Bei Massenprotesten gegen die Vorgängerregierung waren 2010 mehr als 90 Menschen ums Leben gekommen. Suthep war damals Vize-Regierungschef. Er ordnete ein hartes Durchgreifen an und ist deshalb wegen Mordes angeklagt.

Suthep will die Regierung von Premierministerin Yingluck Shinawatra  stürzen. Er wirft der Shinawatra-Familie, die seit 2001 jede Wahl gewonnen hat, Korruption vor. Sie habe Stimmen gekauft und Schaltstellen der Macht mit gefügigen Anhängern besetzt. Deshalb will Suthep die Wahlen am 2. Februar verhindern, die Yingluck nach Umfragen wieder gewinnen würde. Er will einen ernannten Technokratenrat auf unbestimmte Zeit mit der Regierungsführung betrauen, der politische Reformen umsetzen soll.

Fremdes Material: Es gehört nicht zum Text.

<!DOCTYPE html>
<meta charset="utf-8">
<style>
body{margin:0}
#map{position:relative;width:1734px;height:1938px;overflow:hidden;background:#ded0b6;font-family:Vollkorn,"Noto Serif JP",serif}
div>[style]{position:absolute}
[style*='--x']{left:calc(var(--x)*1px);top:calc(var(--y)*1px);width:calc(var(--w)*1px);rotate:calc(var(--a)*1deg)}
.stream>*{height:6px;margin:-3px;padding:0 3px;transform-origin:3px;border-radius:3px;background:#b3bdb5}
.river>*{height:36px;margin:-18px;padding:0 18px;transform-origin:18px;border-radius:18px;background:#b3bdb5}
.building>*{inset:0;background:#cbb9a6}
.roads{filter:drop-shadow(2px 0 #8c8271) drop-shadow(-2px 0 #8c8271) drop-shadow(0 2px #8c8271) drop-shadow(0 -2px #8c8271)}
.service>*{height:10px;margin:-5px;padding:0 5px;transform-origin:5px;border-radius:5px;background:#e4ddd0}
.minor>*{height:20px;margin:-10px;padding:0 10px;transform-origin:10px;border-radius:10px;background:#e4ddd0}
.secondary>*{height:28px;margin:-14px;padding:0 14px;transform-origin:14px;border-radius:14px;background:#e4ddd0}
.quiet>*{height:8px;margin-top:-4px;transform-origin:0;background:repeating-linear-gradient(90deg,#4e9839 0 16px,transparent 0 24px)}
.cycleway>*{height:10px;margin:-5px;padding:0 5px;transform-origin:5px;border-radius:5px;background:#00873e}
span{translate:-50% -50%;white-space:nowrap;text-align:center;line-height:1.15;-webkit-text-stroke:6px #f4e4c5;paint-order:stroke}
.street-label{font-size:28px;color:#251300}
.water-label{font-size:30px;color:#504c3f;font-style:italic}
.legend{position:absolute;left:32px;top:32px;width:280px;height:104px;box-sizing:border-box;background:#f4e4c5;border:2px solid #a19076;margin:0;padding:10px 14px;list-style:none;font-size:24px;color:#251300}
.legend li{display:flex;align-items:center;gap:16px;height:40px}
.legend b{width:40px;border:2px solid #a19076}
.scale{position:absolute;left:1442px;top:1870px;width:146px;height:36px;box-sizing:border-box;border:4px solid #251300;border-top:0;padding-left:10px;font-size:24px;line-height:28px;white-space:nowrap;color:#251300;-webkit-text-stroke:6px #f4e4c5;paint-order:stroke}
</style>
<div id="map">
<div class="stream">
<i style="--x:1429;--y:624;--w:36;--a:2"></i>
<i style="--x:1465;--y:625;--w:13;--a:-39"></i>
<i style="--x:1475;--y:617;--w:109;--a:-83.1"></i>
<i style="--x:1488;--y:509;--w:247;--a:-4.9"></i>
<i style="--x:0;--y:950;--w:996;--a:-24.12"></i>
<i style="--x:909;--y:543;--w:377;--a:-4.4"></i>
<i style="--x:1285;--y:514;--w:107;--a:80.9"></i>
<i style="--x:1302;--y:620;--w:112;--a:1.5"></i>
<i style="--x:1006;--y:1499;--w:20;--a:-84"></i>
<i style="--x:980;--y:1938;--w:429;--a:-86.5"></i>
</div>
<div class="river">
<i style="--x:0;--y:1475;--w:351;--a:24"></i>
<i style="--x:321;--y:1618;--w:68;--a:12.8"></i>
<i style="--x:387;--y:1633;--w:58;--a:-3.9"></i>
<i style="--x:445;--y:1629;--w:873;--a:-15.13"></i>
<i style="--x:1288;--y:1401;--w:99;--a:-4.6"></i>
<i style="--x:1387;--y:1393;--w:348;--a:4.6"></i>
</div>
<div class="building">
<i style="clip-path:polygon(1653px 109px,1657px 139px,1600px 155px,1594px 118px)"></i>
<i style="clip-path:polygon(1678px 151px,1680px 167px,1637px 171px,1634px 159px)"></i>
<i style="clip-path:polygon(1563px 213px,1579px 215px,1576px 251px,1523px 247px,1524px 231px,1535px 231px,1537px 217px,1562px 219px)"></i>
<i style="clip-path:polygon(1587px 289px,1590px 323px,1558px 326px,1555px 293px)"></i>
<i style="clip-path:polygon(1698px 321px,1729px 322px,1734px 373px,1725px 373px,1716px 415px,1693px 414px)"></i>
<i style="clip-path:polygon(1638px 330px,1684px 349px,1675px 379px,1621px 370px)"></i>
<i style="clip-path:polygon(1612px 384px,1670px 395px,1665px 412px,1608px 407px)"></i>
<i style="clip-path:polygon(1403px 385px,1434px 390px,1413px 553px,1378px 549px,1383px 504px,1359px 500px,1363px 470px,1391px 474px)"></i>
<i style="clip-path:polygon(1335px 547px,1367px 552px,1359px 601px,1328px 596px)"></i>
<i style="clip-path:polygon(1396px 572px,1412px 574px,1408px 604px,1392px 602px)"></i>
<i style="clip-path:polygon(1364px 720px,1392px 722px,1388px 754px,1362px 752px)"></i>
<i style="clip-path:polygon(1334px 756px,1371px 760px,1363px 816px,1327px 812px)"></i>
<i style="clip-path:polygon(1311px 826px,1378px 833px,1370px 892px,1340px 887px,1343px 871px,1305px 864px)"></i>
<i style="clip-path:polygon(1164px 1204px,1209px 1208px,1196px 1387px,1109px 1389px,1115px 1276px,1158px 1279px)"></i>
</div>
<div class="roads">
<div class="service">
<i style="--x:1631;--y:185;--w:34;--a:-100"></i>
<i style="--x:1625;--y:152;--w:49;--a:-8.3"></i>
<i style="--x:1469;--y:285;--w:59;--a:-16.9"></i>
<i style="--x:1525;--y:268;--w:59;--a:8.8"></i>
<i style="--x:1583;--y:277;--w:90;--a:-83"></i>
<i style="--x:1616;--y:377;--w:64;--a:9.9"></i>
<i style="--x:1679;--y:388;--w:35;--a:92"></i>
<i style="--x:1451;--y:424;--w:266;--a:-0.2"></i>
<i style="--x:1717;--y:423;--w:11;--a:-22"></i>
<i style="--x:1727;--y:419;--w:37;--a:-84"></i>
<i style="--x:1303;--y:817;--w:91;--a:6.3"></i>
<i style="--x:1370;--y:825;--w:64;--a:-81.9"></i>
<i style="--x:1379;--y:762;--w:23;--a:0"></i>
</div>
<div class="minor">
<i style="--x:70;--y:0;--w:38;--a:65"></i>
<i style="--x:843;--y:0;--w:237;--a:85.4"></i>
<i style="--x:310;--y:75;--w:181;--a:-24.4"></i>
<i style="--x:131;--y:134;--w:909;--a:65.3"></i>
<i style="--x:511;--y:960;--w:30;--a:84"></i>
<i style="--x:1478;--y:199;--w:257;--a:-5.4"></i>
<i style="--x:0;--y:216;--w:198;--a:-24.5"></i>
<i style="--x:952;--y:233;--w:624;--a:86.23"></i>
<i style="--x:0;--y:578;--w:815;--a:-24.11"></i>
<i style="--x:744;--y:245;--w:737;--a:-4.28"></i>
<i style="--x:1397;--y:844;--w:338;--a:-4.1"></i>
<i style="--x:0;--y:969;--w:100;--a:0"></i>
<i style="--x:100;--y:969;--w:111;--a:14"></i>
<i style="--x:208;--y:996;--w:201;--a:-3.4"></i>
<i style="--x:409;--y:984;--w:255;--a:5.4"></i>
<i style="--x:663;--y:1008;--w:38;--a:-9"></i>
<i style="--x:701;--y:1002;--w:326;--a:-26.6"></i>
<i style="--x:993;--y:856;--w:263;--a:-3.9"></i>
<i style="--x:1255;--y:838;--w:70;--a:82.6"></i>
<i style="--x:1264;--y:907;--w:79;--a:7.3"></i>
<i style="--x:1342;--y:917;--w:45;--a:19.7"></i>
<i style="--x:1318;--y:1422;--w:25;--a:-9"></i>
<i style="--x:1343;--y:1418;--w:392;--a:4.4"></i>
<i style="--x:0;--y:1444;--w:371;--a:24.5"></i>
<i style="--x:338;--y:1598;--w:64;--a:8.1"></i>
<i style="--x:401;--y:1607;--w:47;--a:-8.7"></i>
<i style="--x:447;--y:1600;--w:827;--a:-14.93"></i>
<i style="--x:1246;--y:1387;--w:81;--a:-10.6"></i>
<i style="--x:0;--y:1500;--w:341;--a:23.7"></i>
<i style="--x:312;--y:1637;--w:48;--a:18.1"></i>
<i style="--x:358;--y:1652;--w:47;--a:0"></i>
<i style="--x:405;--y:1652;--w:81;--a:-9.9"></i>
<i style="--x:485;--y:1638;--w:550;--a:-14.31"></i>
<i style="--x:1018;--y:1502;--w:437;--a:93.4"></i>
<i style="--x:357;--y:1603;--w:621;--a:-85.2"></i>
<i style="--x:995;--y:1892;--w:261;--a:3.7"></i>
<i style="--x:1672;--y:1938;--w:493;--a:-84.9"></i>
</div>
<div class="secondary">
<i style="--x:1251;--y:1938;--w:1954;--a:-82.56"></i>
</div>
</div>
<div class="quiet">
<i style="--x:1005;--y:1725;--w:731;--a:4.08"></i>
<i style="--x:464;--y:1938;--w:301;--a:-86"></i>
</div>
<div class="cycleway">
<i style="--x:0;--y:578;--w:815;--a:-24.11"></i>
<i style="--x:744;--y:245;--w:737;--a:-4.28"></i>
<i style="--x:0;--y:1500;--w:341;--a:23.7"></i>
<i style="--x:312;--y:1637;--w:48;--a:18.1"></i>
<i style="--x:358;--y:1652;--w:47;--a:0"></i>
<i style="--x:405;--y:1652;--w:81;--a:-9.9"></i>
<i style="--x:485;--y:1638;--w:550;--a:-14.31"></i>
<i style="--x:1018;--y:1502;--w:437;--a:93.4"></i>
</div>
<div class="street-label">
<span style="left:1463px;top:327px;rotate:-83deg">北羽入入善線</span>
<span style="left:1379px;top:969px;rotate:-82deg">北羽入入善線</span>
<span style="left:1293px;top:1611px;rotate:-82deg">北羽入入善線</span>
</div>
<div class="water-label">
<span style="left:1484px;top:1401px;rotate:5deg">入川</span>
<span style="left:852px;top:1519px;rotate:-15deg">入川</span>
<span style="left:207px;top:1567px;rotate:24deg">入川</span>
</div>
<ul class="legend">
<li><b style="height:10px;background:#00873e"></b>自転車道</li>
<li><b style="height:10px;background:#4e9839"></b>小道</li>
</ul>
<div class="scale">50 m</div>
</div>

Wahl-Verschiebung abgelehnt

Yingluck lehnte die Verschiebung der Wahlen erneut ab. Das Gesetz lasse das nicht zu, sagte sie vor Vertretern ausländischer Medien. Ihre Familie ziehe sich auch nicht aus der Politik zurück. „Unsere Familie ist ein Opfer“, sagte sie. „Wir machen nur unsere Arbeit, und wenn man uns loswerden will, kann man das nur durch Wahlen tun.“

Yingluck dementierte, dass ihr 2006 als Regierungschef gestürzter Bruder Thaksin die Regierungspolitik bestimme. Auf die Frage, ob sie ihren Bruder konsultiere, sagte sie: „Nein, ich konsultiere mein Kabinett und die Spitzenbeamten.“ Thaksin lebt im Exil. Kabinettsmitglieder hatten in Interviews berichtet, dass er schon über Skype an Kabinettssitzungen teilgenommen habe und die Politik der Regierungspartei Pheu Thai bestimme.